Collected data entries

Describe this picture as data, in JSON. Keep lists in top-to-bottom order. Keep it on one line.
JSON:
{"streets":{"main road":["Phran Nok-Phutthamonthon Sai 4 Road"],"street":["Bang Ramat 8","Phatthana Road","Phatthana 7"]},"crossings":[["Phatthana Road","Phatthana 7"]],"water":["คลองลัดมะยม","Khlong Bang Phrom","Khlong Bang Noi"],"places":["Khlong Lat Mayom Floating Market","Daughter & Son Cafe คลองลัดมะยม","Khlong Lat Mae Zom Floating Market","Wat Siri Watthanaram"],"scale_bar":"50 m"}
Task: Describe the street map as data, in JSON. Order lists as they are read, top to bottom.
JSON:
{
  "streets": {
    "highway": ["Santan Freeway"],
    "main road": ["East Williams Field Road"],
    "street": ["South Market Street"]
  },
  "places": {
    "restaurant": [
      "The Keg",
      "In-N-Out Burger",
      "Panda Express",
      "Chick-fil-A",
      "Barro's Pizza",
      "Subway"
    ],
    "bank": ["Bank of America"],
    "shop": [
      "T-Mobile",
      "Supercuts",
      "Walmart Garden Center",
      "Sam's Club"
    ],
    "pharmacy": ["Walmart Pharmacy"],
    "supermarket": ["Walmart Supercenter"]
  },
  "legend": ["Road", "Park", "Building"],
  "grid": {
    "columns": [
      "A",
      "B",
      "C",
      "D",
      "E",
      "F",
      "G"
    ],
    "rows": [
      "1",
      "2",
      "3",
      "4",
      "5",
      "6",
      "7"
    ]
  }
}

WHAT TO PRODUCE | Scan the records for the word "lists" and copy every line where it is found.

EXPECTED ANSWER |
Describe this picture as data, in JSON. Keep lists in top-to-bottom order. Keep it on one line.
Task: Describe the street map as data, in JSON. Order lists as they are read, top to bottom.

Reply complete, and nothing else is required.